La dieta di mantenimento (o normocalorica) è un regime alimentare equilibrato che serve a mantenere costante il giusto peso corporeo e a conservare l'equilibrio tra la massa priva di grasso (FFM) e quella grassa (FM). Per definizione semantica, la dieta di mantenimento deve essere normocalorica ed equilibrata. Innanzitutto, la dieta di mantenimento apporta un quantitativo di energia sufficiente a garantire lo stato di eunutrizione, e rispetta i fabbisogni organici imposti dalle attività quotidiane sia fisiche che mentali.
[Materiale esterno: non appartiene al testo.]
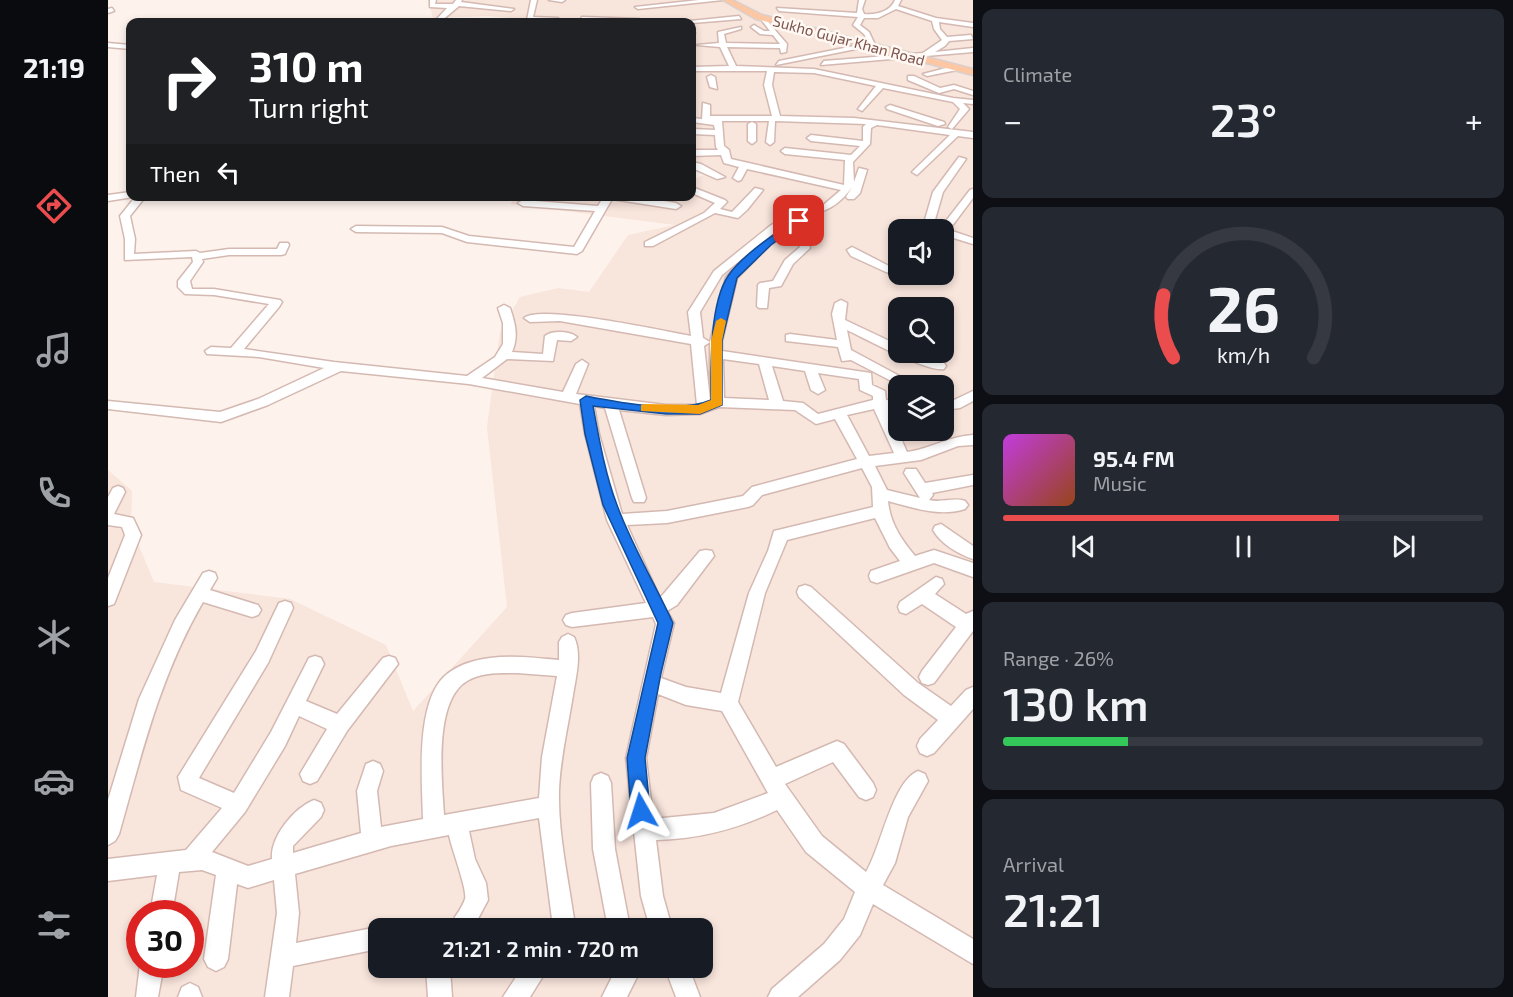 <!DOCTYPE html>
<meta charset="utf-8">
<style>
:root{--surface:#171b24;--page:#242831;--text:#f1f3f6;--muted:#9ea1a6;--line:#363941;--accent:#eb4d4e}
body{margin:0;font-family:"Exo 2",sans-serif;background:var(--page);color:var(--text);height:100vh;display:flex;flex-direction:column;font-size:22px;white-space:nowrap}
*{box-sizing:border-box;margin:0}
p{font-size:20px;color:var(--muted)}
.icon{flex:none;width:33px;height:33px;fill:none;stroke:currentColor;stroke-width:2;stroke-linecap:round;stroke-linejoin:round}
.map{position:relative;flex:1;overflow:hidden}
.details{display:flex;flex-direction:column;gap:9px;padding:9px;background:#0d0f14;width:540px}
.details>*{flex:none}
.guide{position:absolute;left:18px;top:18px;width:570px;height:183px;border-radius:12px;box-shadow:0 3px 9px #0003;background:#202124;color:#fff;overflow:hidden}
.controls{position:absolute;left:780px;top:219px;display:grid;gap:12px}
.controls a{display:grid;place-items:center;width:66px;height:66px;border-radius:12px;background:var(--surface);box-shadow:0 3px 9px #0003;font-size:30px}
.speed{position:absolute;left:18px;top:900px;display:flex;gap:12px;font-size:30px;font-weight:700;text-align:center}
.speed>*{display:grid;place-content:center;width:78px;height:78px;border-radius:50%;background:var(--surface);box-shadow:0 3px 9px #0003;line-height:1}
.speed .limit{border:9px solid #d22;background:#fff;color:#111}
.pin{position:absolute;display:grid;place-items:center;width:51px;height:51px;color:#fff;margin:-26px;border-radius:12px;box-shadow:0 3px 9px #0006}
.me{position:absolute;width:66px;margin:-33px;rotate:354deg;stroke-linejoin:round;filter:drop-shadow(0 0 4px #0008)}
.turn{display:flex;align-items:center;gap:21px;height:126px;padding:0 24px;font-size:27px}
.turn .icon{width:78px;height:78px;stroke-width:2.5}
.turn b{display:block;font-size:42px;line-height:51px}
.then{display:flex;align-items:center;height:57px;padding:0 24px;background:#0003;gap:12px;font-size:22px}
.big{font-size:45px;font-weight:600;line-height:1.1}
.details .tile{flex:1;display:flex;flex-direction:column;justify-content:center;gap:9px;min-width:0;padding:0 21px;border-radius:12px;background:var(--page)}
.details .dial{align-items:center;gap:0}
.dial svg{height:156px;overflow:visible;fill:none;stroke:var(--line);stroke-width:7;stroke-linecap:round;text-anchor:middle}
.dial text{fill:var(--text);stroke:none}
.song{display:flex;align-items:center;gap:18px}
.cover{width:72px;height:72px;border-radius:9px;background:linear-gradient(135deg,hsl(290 70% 55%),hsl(20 70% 35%))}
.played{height:6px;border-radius:3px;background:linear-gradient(90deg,var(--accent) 70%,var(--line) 70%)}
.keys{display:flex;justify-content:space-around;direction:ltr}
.heat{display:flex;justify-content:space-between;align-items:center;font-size:33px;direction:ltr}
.charge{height:9px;border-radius:4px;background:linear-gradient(90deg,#34c759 26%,var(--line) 0)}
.trip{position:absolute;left:260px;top:918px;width:345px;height:60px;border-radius:12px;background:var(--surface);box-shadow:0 3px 9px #0003;font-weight:600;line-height:60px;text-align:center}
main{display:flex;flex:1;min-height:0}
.menu{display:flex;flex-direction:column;width:108px;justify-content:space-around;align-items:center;background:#090b0e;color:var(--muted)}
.menu .icon{width:42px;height:42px}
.menu .on{color:var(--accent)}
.menu b{font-size:27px;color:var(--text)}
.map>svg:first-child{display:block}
</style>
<main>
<nav class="menu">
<b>21:19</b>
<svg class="icon on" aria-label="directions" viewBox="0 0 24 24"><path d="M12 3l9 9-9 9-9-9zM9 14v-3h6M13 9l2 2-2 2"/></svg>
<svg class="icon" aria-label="music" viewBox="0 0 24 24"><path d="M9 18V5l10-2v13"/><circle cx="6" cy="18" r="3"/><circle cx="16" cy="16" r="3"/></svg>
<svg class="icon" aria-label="phone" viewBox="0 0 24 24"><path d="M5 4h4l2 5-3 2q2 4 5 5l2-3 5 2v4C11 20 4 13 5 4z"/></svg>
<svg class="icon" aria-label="climate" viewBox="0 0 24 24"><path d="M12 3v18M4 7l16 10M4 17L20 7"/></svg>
<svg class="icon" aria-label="car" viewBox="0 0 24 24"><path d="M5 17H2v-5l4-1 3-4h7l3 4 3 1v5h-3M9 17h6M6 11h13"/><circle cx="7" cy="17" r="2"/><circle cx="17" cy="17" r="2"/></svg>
<svg class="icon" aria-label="filters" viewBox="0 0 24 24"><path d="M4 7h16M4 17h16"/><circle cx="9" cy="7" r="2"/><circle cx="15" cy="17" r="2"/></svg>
</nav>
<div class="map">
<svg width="865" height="997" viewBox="0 0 865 997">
<rect width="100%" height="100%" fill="#fdf2ec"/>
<path fill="#f8e5dc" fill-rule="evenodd" d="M320,0H865V997H0V470L24,491L23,527L46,582L182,599L278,645L305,711L399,607L379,427L392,332L412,297L450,288L481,292L520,235L567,225L402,204L408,196H502L529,200L538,197L584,196V180L596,175L588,165H584V22H425L412,19L380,16L325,18ZM790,230H836V274H790ZM790,308H836V352H790ZM790,386H836V430H790ZM32,914H82V964H32ZM270,928H594V968H270Z"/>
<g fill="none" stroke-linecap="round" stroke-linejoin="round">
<g stroke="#d4b9b2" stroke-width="3">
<g id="minor">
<polygon points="322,0 328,0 327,4 345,4 348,0 354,0 353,2 406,9 403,11 351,6 332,22 326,22 339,8 322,7"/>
<polygon points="423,0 429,0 425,17 450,18 454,22 419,20"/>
<polygon points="441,0 457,0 454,2"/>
<polygon points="591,0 615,0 530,9 527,7"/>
<path d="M751,0H757L754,9L756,14C768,15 782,12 787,0H793L790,6L828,18L865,23V27L831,22L832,29L839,37L863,35L865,39L841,41L837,46L827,52L865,48V52L713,65L716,61L815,53L834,40L826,29L824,21L788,9L770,18H756L752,25L761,32L768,47L763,46L668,65L671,61L761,43L756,34L745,25L750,17L671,11L669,8L749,13Z"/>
<polygon points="4,8 6,11 0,13 0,9"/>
<polygon points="631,16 633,19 584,23 572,22"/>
<path d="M655,16L679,44L678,52L673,53L672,48L619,47L628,66L706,69L845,98L865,100V104L855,103L861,109L844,129L840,127L852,109L845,102L775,88L754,111L750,109L768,86L706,73L666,72L664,85L672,116L746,118L865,132V138L850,136L809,175L804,172L806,170L842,135L769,125L763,128L762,144L745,162L746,182L751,168L759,170L752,193L746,199H740L738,197L744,187C722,219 700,210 673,228L700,241L702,248L685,264L673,286L661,288L659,308H651L649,306L650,285L652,283L665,281L677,260L692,247L691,245L667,232L614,275L592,312L595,338L602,342L618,277L640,255H648V259L629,278L614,341V351L763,373L764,385L777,391L778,400L790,401V409H780L799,452C822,449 841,436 865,435V445L850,446L813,460L767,466L779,490L812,498L796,473L798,469H808L817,483L865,475V485L824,493L825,495L821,500C833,503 846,497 857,501L860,505L857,509C831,517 806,508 780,501C782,523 793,539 807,556L826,550L865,563V577L826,563L769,583L763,581L761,576L763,571L792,561L782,548L767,518L679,540L657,593L630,702L668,767L729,741L736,744L765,783L768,790L765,797L758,800L751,797L725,762L677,784L714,836L758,872C773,848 784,782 810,771L817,774L820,781L800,817L787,863L775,885L865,939V964L765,904L752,935L732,960L690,997H660L664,989L716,944L736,919L747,892L698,852L669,810C630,829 592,839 548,840L555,896L564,928H542L533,896L518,758L548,624L545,617L464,627L458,625L455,620L458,615L464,613L538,603L499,520L477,434L472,404L361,384L233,371L160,405L113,422L0,409V401L112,412L150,399L216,368L151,357L99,354L97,351L103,347L123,348L161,304L106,295L77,294L70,287V281L85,262L84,257L17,260V239L12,216L28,196H38L22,216L27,239L26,254L88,251L92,253L121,249H169L172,243H180L181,245L177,254L173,255H121L94,259L95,262L82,281L84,289H106L172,300L174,302L171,307L136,349L226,362L359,376L387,357L395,344V323L390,308L396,305L402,308C407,323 411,336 404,352L435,354L437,336C444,330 462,331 469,337L463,341L449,340L445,361L399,359L374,378L455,392L468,364L474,360L480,364L468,394L558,405H589L583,344L452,321L422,322L416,318C432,304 556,331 583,336L580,312L606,271L662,226L673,219L713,207L733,190L639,169L633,180L630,181L625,178L631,167L616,163L613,155L584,156V150H610L608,147L607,135L584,134L585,129L607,130L606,125L584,122V118L594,119L595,103L602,105V116H664L656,85L659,71H584V67L621,66L612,47L589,45L611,43L610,32L633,27V29L616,34L618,43L672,44L665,35L652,34L643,27L646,25L656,31H662L652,18ZM614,121H661L658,142L662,145L666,142L667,121L758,124L755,127V141L703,135L699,138L703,141L752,146L743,155L677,148L673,151L677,154L737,160L736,185L623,159L621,150L616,146ZM602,342V400L596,346ZM615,359L651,364L661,400L616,398ZM664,366L697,371L703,390L710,394L717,390L710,373L751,379L752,390L765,396V400L710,414L695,403L675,401ZM486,406L497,408L524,498L526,502H536L538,498L511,410L558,415L592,414L611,407L687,410L708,424L727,419L749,459L644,487L635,496L559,511L514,514L491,434ZM766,409L786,453L761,456L739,415ZM754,468L764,487L765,507L666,531L660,551L641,593L613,693L578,687L553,678L566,623L559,611L569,605L606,556L604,551L598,550L592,551L552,598L519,525L559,523L640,507L645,505L654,495ZM550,694L578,705L614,711L660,793L606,813L545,819L538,758Z"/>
<polygon points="474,17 531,19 534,21 472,20"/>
<polygon points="584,31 587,33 586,35 584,36"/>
<polygon points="0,43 22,45 22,49 0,47"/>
<polygon points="846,66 849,70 819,76 815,74"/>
<polygon points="603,75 607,77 609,89 602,87 599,77"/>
<polygon points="800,76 806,76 832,88 846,85 865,91 865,95 846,89 831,93 800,80"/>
<polygon points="782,105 836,122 837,124 830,126 779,109 778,107"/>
<polygon points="644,122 648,124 648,141 644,144 640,141 640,124"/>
<polygon points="851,157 858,159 835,192 824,230 814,230 825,192"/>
<polygon points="584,162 593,164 617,177 609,179 584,168"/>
<polygon points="584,187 617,200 619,202 612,209 624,212 647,188 655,190 639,210 630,218 607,213 545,246 537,246 537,242 596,213 607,203 584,193"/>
<polygon points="865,189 865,198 841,230 865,238 865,244 836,235 836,230 831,230 862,190"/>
<polygon points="22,192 22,196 25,197 0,201 0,195"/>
<polygon points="496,196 526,196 568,203 573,206 568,209 504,199 474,251 469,254 359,242 334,233 248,232 243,229 248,226 334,227 361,236 466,247 487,211 415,206 410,203 415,200 490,206"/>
<polygon points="744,247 781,266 790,262 790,269 782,273 778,272 743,256 739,250"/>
<path d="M733,300L739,303L737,320L790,345V352H809L836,363L838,366L836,369C821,373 756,338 739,330L743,350L810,386H793L743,360L734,361L730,347L678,341V335L682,334L729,340L724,314L727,303Z"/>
<polygon points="865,391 865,401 852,408 836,410 836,402 844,401"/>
<polygon points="10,486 15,488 17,492 6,514 25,518 33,535 8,599 6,604 0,606 0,578 17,535 14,527 0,525 0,497 5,488"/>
<path d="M833,524L865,546V559C850,554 833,544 825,530L827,526Z"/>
<path d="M101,571L107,573L109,578L102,590L150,605L153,610L150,615L144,617L95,602C52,676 34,753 11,834L7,841L0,845V800L31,699L67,620L95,573Z"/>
<polygon points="828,577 834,579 836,584 827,594 858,614 865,611 865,631 826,683 820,685 814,683 811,677 814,671 848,627 814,604 798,614 792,612 790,607 792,602"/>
<polygon points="697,585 703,587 810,683 843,706 858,690 865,687 865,709 826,753 819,756 812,753 809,746 812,739 830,720 796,695 691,597 689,592 691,587"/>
<path d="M177,601L183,603L185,608L160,663L91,778L126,793L163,732L201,658L207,656L213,658L216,664L198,701L229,714L275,658L281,656L287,658L290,664L239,731L209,781L202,784L195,781L192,774L219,729L191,716L177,746L137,812L104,852L140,866L164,859C162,837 186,808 206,800L213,803L216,810L213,817L185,846V853L253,833L249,791L258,764L265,761L272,764L275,771L269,791L273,827L315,819C314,781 308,710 333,680C345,666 365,660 382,658C405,655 428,658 451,660V642L454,637L460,634L466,637C474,653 468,677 465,695C460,727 452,759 451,791C450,833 460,877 466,919L465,928H443L444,919L431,818L361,831L367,859L378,883L380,900L365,928H341C345,918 354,909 357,899C360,891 343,847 341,835L283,846L187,874L191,913L188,943L270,927L275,928H270V949L185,966L181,997H157L169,913L166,880L140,888L129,884L120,959L116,967L108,971L100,967L96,959L108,875L94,870L71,872L64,914H42L49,875L0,881V859L78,850L114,808L73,790L70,777L148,651L171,603ZM409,673L449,676L434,757L431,798L336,815C334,781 325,701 359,681C373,672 393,673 409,673Z"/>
<polygon points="493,773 500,776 503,783 507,849 522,928 500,928 485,849 483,783 486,776"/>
<polygon points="32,964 56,964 50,997 28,997"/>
<polygon points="318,968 342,968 344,997 320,997"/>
<polygon points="414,968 440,968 422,997 395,997"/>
<polygon points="506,968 530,968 531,973 519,997 494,997 507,971"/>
<polygon points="557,968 581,968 592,997 568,997"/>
<polygon points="82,983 90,987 94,997 70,997 74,987"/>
</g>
</g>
<g stroke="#dacfcd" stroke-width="3">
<polygon id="major" points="615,0 624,0 654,15 865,69 865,75 648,19"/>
</g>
<use href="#minor" fill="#fff" fill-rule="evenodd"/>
<use href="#major" fill="#fdc7a3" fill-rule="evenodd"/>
</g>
<path fill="#1a73e8" stroke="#114b97" stroke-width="1.5" d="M688,219L696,221L663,245L629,278L614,341V405L592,414H558L485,406C491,438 497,474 509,505C524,546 547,584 565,623L553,673L537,758L542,811L539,818L533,821L526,818L523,811L519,758L550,623L495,505L477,434L472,400L478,396C513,403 571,414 603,400C603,367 601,305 620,276C633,256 668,233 688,219Z"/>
<polygon fill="#f59e0b" points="613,318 618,321 614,341 614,405 592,414 533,411 533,405 537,404 590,405 603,400 603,341 608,321"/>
<g text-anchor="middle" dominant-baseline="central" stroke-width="5" stroke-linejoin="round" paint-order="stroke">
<g font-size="15" fill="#7b524c" stroke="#fff8f3">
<text transform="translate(741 40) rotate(15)">Sukho Gujar Khan Road</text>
</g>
</g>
</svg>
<div class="controls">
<a><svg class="icon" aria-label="sound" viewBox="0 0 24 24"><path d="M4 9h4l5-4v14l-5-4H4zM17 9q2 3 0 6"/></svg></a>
<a><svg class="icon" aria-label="search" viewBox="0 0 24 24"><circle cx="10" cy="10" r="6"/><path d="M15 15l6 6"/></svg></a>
<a><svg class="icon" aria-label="layers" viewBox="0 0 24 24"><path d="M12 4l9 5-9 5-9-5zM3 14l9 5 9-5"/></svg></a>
</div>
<div class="speed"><div class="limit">30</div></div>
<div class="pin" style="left:691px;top:221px;background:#d93025"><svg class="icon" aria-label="arrive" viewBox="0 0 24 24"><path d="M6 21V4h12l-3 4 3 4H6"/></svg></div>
<svg class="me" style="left:533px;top:811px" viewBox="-20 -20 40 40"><path d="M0-17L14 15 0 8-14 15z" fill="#1a73e8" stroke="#fff" stroke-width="4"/></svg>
<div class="trip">21:21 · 2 min · 720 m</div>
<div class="guide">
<div class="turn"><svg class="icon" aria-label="right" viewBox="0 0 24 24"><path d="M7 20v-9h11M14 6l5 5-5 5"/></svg><div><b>310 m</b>Turn right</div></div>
<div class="then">Then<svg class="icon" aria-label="left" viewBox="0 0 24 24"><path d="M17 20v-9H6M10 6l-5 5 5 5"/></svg></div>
</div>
</div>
<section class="details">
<div class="tile"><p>Climate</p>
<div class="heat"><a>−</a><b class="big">23°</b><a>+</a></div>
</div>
<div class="tile dial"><svg viewBox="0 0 100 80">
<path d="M14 69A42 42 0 1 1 86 69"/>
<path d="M14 69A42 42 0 0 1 9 37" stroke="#eb4d4e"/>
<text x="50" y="56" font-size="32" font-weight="700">26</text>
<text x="50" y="72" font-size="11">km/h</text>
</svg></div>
<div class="tile">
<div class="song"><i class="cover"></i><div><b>95.4 FM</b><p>Music</p></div></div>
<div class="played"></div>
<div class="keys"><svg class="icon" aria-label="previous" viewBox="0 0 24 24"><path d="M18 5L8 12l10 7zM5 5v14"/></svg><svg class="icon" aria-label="pause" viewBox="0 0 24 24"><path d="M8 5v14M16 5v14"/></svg><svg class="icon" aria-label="next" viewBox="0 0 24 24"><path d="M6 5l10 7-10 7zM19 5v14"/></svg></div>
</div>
<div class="tile"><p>Range · 26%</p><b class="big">130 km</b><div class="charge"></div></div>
<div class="tile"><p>Arrival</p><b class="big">21:21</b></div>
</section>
</main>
È importante che questa dieta, dato che dovrà essere protratta idealmente per tutta la vita, rispetti le abitudini e le esigenze del singolo, in modo che sia facile da sostenere per molto tempo. Per mantenere il peso corporeo bisogna prima di tutto individuare il proprio fabbisogno calorico per equilibrare energie in entrata e in uscita.
Puoi calcolare il fabbisogno calorico e/o seguire una via più pratica facendo per almeno due settimane un diario alimentare, segnandoti sia tutto quello che mangi sia il peso corporeo in un momento standard (la mattina, prima di colazione). Ipotizziamo che per mantenere il peso corporeo devi consumare ogni giorno (oppure in media a settimana) 2000 calorie.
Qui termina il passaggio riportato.